From the deal pile, we had a ringside seat but one which few people would covet. We saw the debris of the dams swept past, luckily the heaviest part missed us; we saw trees uprooted that would have made logs – rocks, stumps, anything that was in the path of the monster; we felt the impact, as one thing after another banged against the lumber pile. We felt the shudder as the water tore at us and we wondered, each in his own heart, though none voiced it – “Would it hold?”
We saw the shack containing the deal carrier, lift on the water, turn around, and sail slowly down stream and come to rest against a huge, forked birch tree standing there. We watched, paralyzed and unable to help, and saw him batter his way out through the roof and sieze the tree and cling to it as his shack swung round and continued down stream, leaving him across the fork of the tree above the swirling flood.
We saw the out-buildings topple and fall, the cook’s camps, and then, before our horrified eyes, we saw the shack containing the two men, start – stop – start again like a houseboat setting forth; and then with a violent swerve, topple and swing end -over-end in the raging torrent.
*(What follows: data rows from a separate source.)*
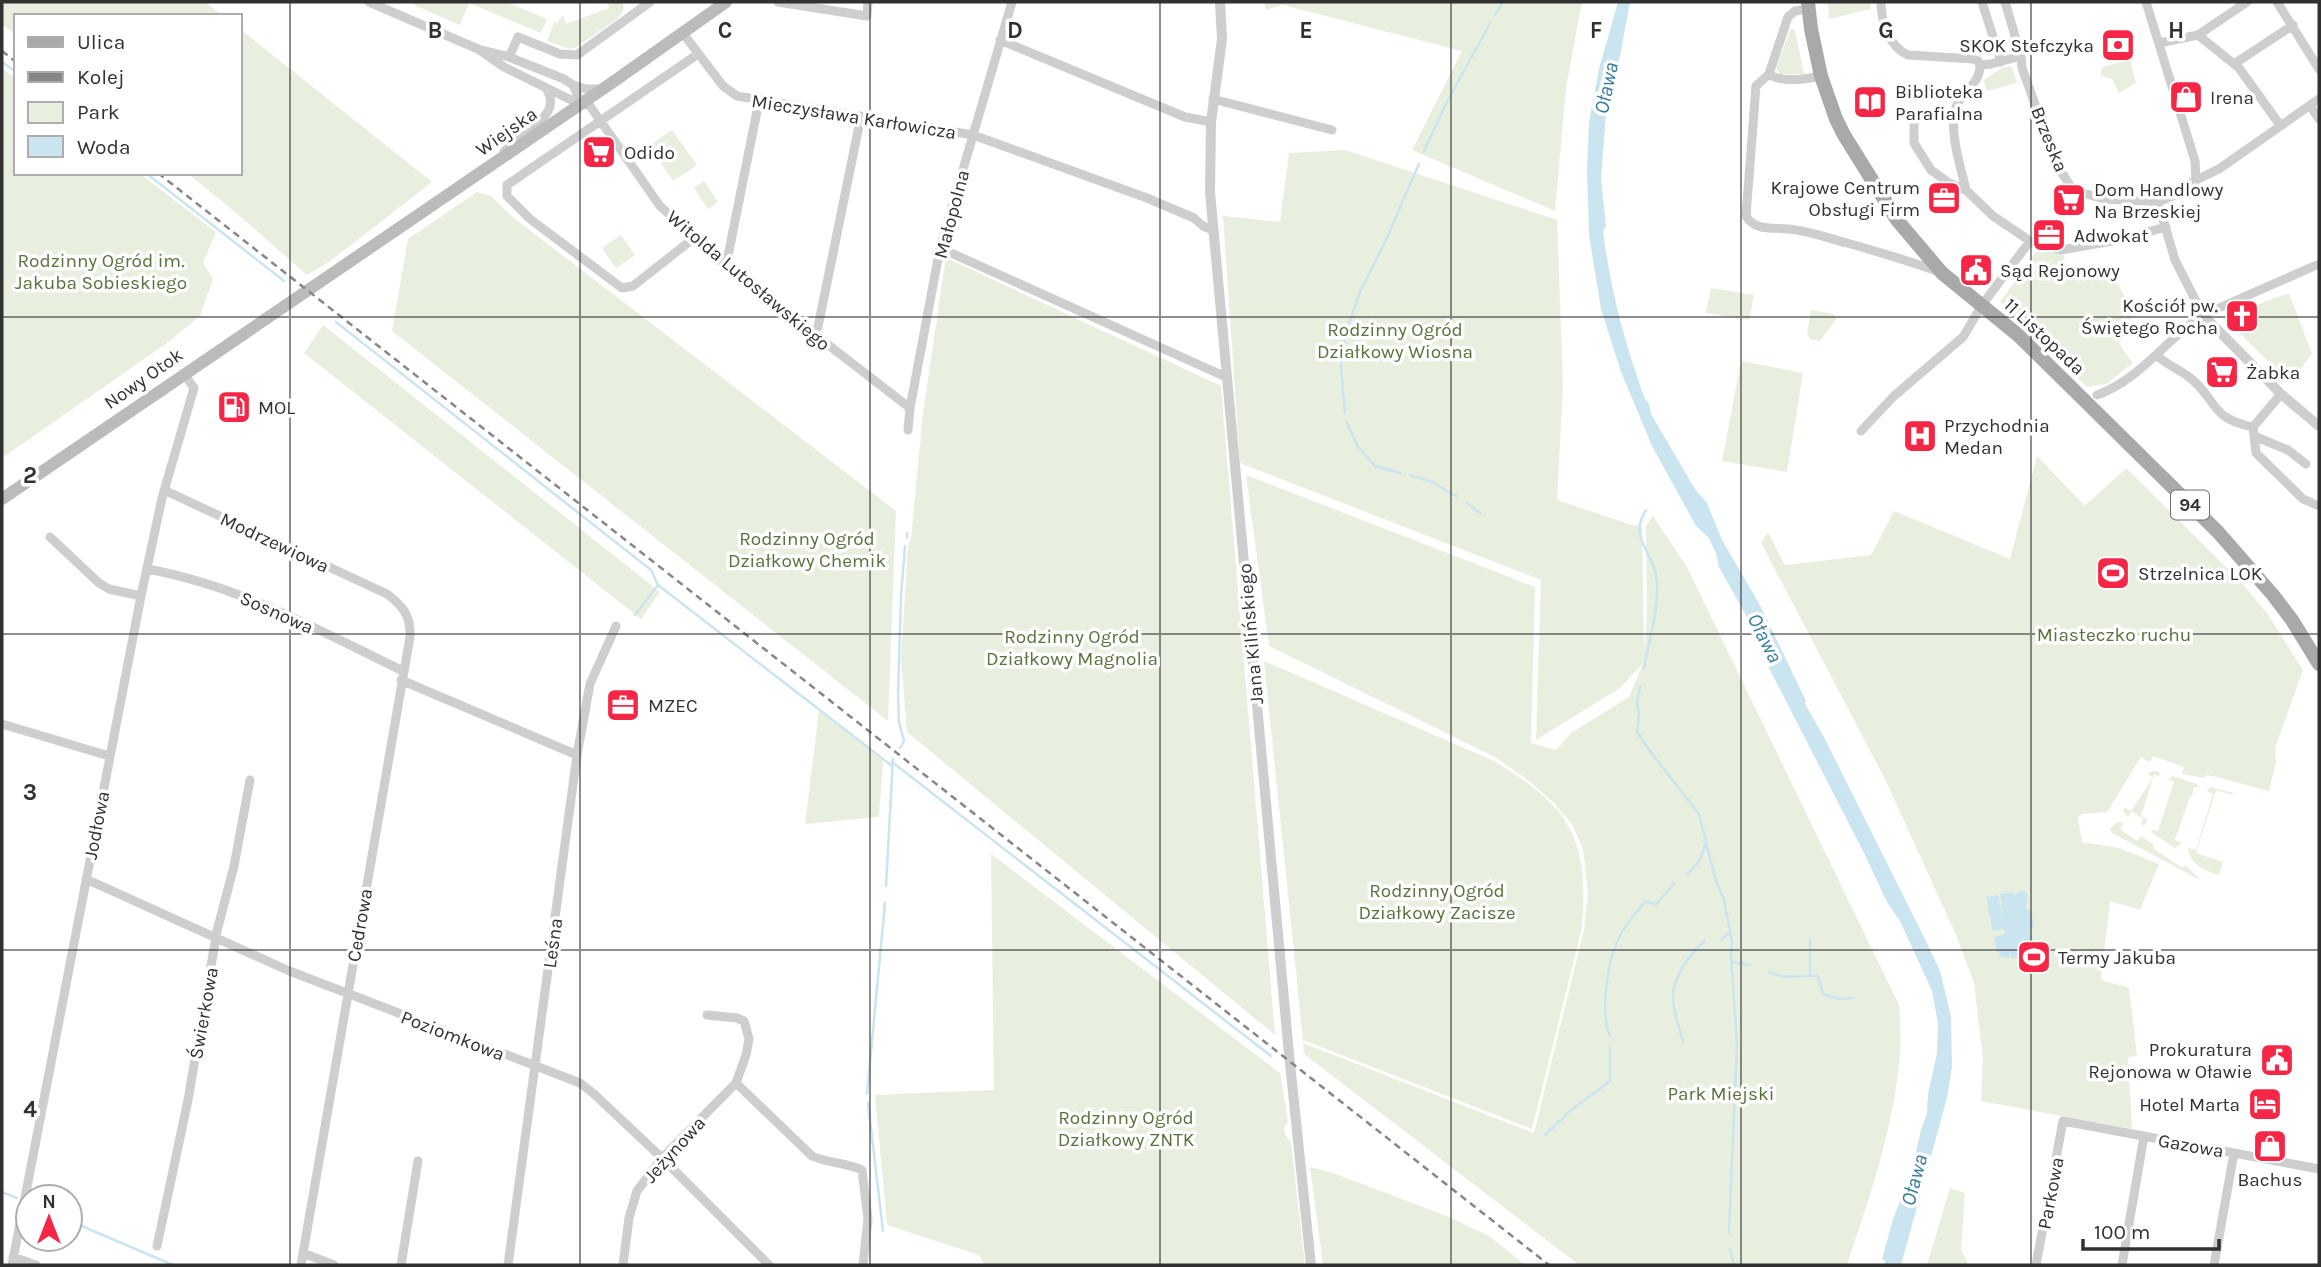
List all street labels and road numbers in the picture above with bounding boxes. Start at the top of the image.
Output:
street label: Mieczysława Karłowicza [750,90,958,144]
street label: Wiejska [472,103,541,161]
street label: Brzeska [2026,103,2072,175]
street label: Małopolna [930,167,974,261]
street label: Witolda Lutosławskiego [662,206,834,356]
street label: 11 Listopada [1999,294,2089,380]
street label: Nowy Otok [100,344,187,414]
road number: 94 [2171,490,2209,520]
street label: Modrzewiowa [217,508,332,578]
street label: Jana Kilińskiego [1234,563,1268,705]
street label: Sosnowa [237,587,317,639]
street label: Jodłowa [80,789,114,861]
street label: Cedrowa [343,887,377,964]
street label: Leśna [539,917,567,970]
street label: Świerkowa [184,965,223,1061]
street label: Poziomkowa [398,1006,507,1066]
street label: Jeżynowa [639,1112,710,1187]
street label: Gazowa [2156,1129,2225,1163]
street label: Parkowa [2033,1155,2069,1231]

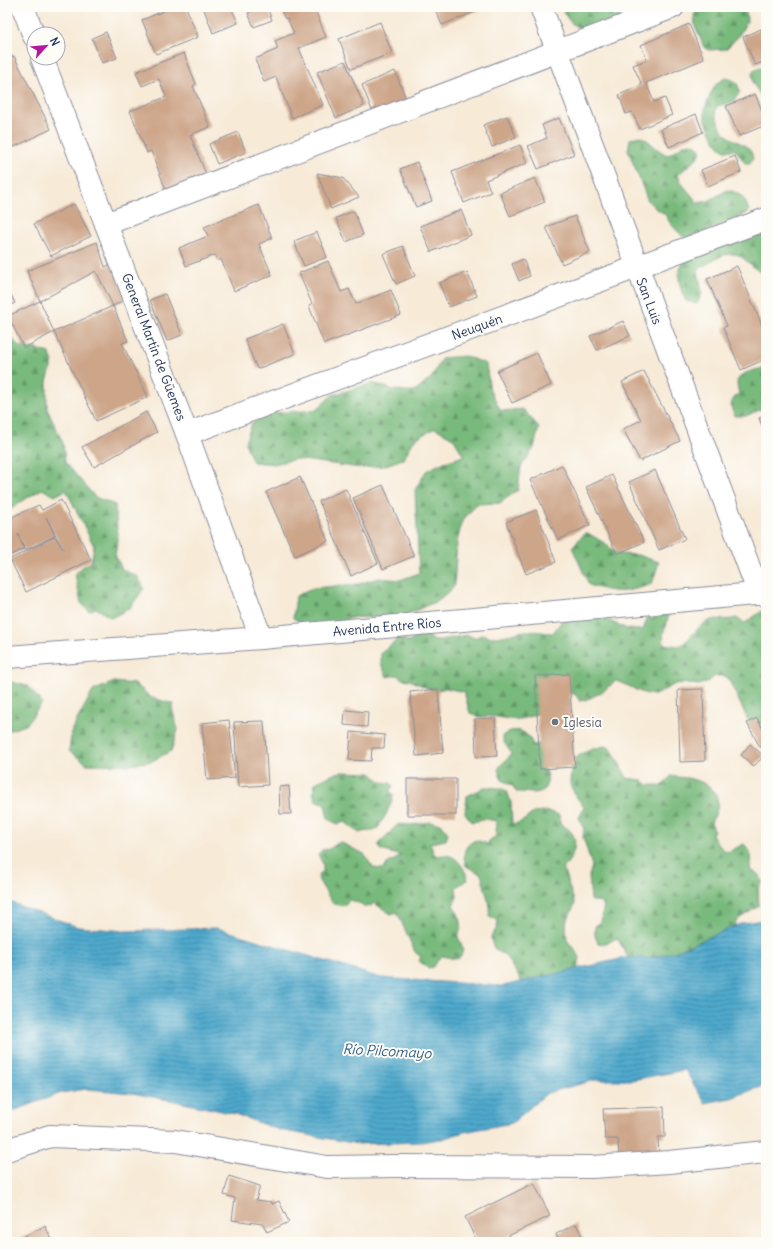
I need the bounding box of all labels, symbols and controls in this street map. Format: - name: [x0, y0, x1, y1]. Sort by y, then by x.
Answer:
- north arrow: [26, 26, 66, 66]
- text: N: [47, 35, 63, 48]
- street label: General Martín de Güemes: [118, 271, 190, 423]
- street label: San Luis: [632, 275, 666, 327]
- street label: Neuquén: [449, 310, 505, 344]
- street label: Avenida Entre Ríos: [332, 614, 442, 640]
- place label: Iglesia: [563, 714, 602, 731]
- marker: Iglesia: [550, 717, 560, 727]
- water label: Río Pilcomayo: [342, 1040, 433, 1062]

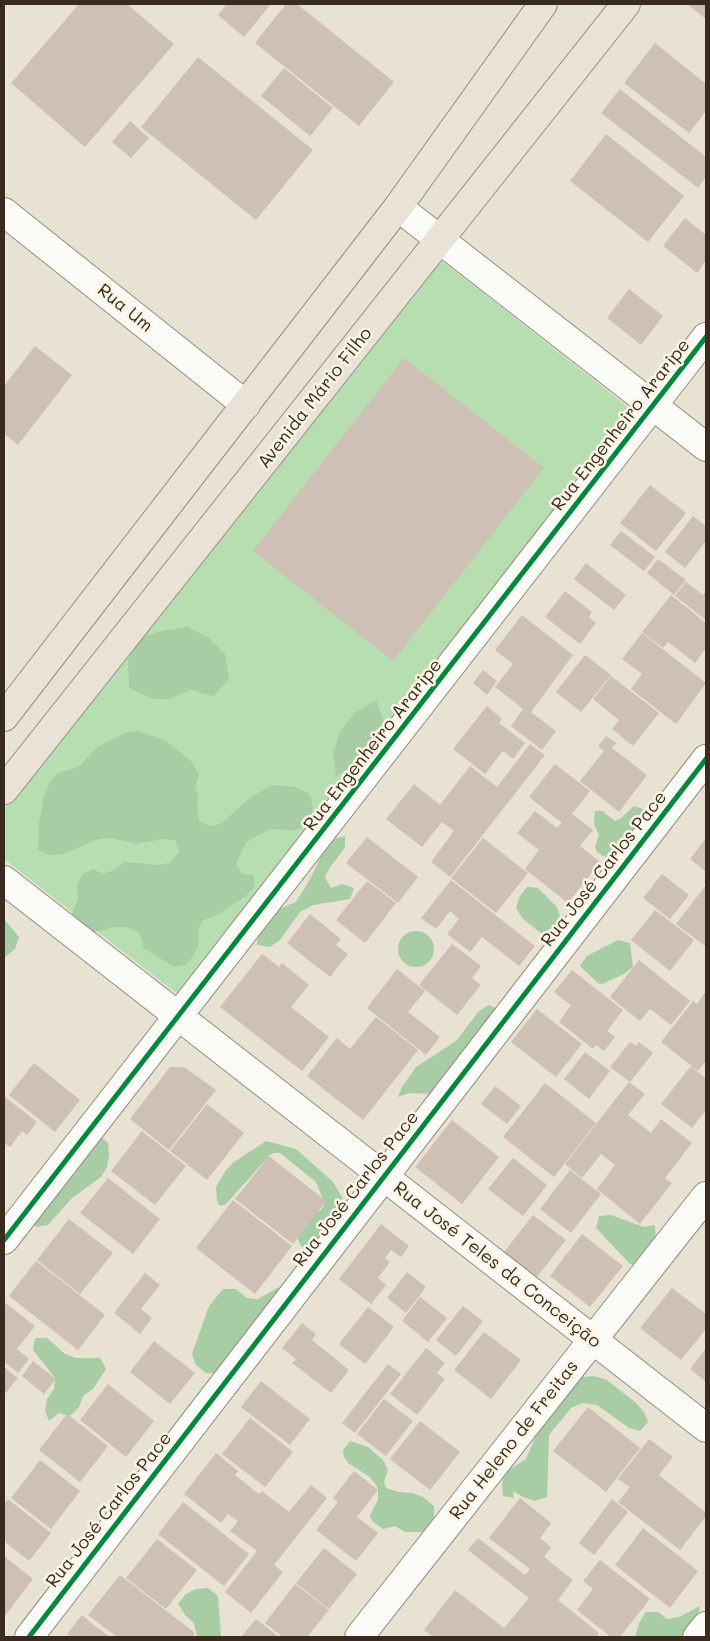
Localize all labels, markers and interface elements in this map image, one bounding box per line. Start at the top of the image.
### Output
street label: Rua Um [93,279,157,337]
street label: Avenida Mário Filho [253,323,377,473]
street label: Rua Engenheiro Araripe [547,335,695,515]
street label: Rua Engenheiro Araripe [299,655,447,835]
street label: Rua José Carlos Pace [537,787,671,951]
street label: Rua José Carlos Pace [289,1107,423,1271]
street label: Rua José Teles da Conceição [389,1177,605,1353]
street label: Rua Heleno de Freitas [445,1356,583,1524]
street label: Rua José Carlos Pace [42,1428,176,1592]

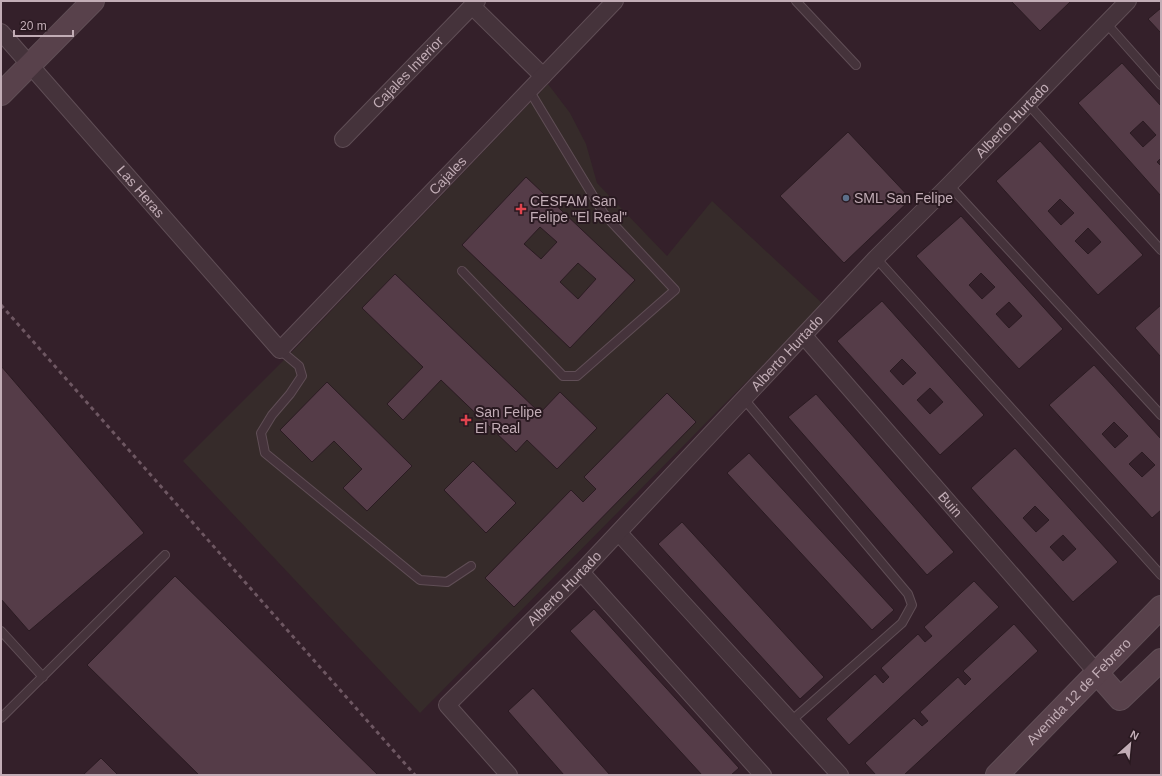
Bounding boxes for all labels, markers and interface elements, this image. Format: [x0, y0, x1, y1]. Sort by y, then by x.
scale bar [14, 12, 73, 38]
text: 20 m [20, 19, 47, 33]
street label: Cajales Interior [369, 33, 447, 112]
street label: Alberto Hurtado [972, 79, 1052, 161]
street label: Cajales [426, 153, 470, 198]
street label: Las Heras [114, 162, 168, 221]
place label: SML San Felipe [854, 190, 953, 206]
place label: CESFAM San Felipe "El Real" [530, 193, 627, 225]
marker: SML San Felipe [841, 193, 851, 203]
marker: CESFAM San Felipe "El Real" [515, 203, 527, 215]
street label: Alberto Hurtado [747, 311, 826, 394]
place label: San Felipe El Real [475, 404, 542, 436]
marker: San Felipe El Real [460, 414, 472, 426]
street label: Buin [935, 488, 966, 520]
street label: Alberto Hurtado [524, 548, 605, 629]
street label: Avenida 12 de Febrero [1023, 635, 1134, 748]
north arrow [1110, 724, 1150, 764]
text: N [1128, 728, 1141, 742]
The men we did not see – their bodies were recovered days later, covered with debris, miles down the river.
Downstream the big iron bridge toppled and fell sideways, halting on its side, with the floor-boards upright, catching the full force of the current. Thus it travelled down river for over a mile, twisting and grating over the rocks and gravel, nor did it stop until the river widened into the intervales of the first farm. All down through the valley the water covered the intervales and meadows. Cattle, pigs and sheep were drowned in their barns and pastures. People and animals were taken from their homes by boat or raft.
But we on the deal pile, knew nothing of this until much later. All day we sat there, and all day the water raged around us. Late in the afternoon the water seemed to quiet a bit, and less flotsam banged past. Then, and then only, we saw signs of rescue – a brave man took his life in his hands, and avoiding the rubbish as well as he could, and swimming with the current, he brought us a life line and we were taken off. We were cold and stiff, but no one in serious condition; the deal carrier being the worst, as he had clung all day, to the tree.
Sometimes in the night, I think I hear the rushing of water or when the house trembles in a high wind, I remember how that lumber pile shuddered; but it was an experience I would just as soon forget!
This account is included in Stories of the Stewiacke Valley, which were collected and printed during the Stewiacke Valley Bicentennial celebrations in 1980.